WRITTEN BY HIROSHI.KUCHIKI

93年、転職のタイミングで訪れたのが最初の訪問だった。今でこそインターネットで容易に情報が入手できるものの、その時分はモロッコはまだ未知の旅先だった。当時はきっと、西の彼方のイスラムの国に何か魅惑的なものを感じて旅先に選んだのだと思う。ガイドブックを手にバックパック1つ背負っての1か月の旅は、旅慣れない自分にとって意を決しての冒険旅行だった。マドリッドからコスタ・デルソルを路線バスで南下し、アルヘシラスからタンジェへフェリーで渡った。 ラバト、カサブランカ、フェズ、マラケシュと主要都市を巡り、雪のアトラス山脈をバスで越え、旅のハイライトだったサハラ砂漠のメルズーガ砂丘へと向かった。凍えるように冷えた砂漠で迎えた日の出は、今となっては懐かしく忘れがたい記憶である。
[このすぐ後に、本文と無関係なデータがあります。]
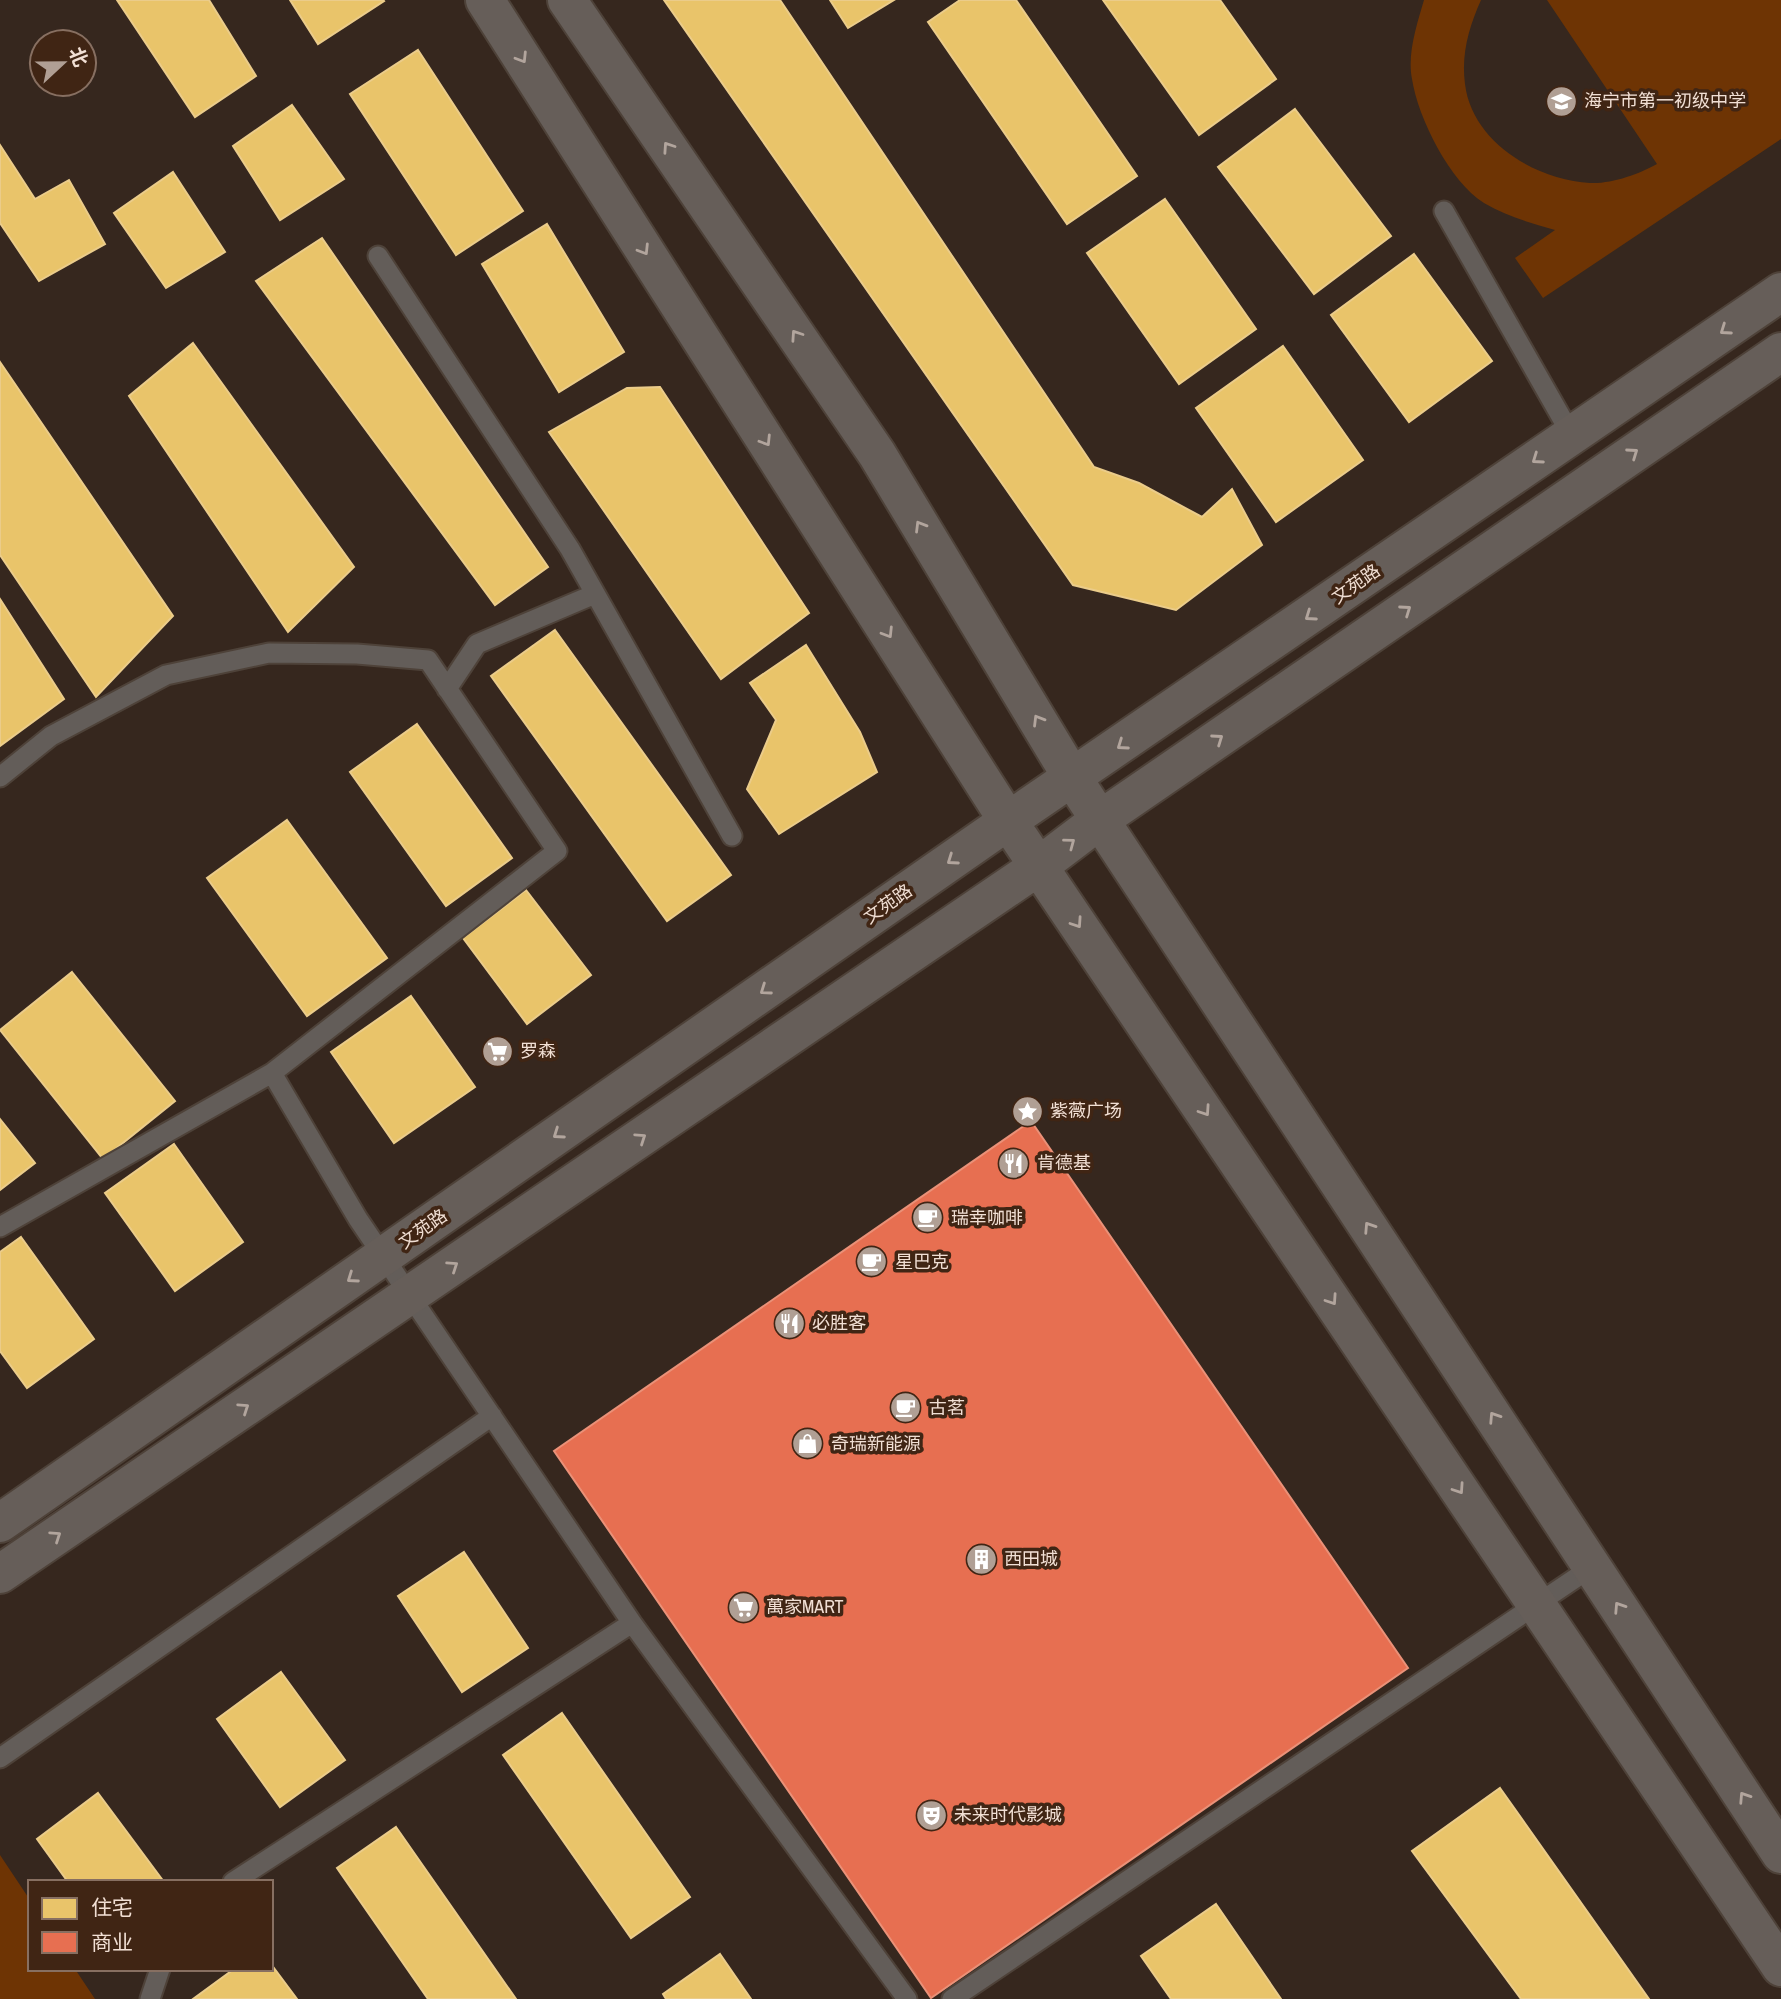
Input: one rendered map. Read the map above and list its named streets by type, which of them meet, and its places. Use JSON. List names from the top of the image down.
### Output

20代ながらも、当時は人生最初で最後のモロッコとの思い込んでの旅だったが、その後時は流れ、マラケシュに誕生したアマンリゾート”アマンジェナ”が再びモロッコに招き入れてくれた。そして、その後もラグジュアリートラベルがご縁で2007年から毎年足を運ぶこととなった。 アマンジェナだけでなく、ラ・マムーニア、ロイヤル・マンスールといったモロッコを代表するようなホテルにも随分お世話になっている。 そう来る事もないと思っていた土地に、こうも通うことになろうとは不思議さを通り越して縁を感じざるを得ない。

そんなマラケシュで、毎回決まって立ち寄るのが、ジャマ・エル・フナ広場である。日中はただの広場も、陽が沈み始めるとどこからともなく大道芸人と屋台が集まり、深夜まで大勢の人で賑わう。屋台から立ち込める湯気とスパイスの効いた独特の匂い、威勢のいい客引きの声と太鼓や蛇つかいの笛の音色がモスクから流れるイスラムの調べと相まって何とも言えない異国情緒を味あわせてくれる。最初の訪問からは時は流れ、街の様子や人々の暮らしぶりは随分変わったように映りますが、約束の場所は、この国に戻ってきたことを実感させてくれるのと同時に、”あの時”の時分に巻き戻してくれます。 すっかり通い慣れた感のあるマラケシュですが、次回の訪問ではもう一度メルズーガ砂丘を目指そうと思っています。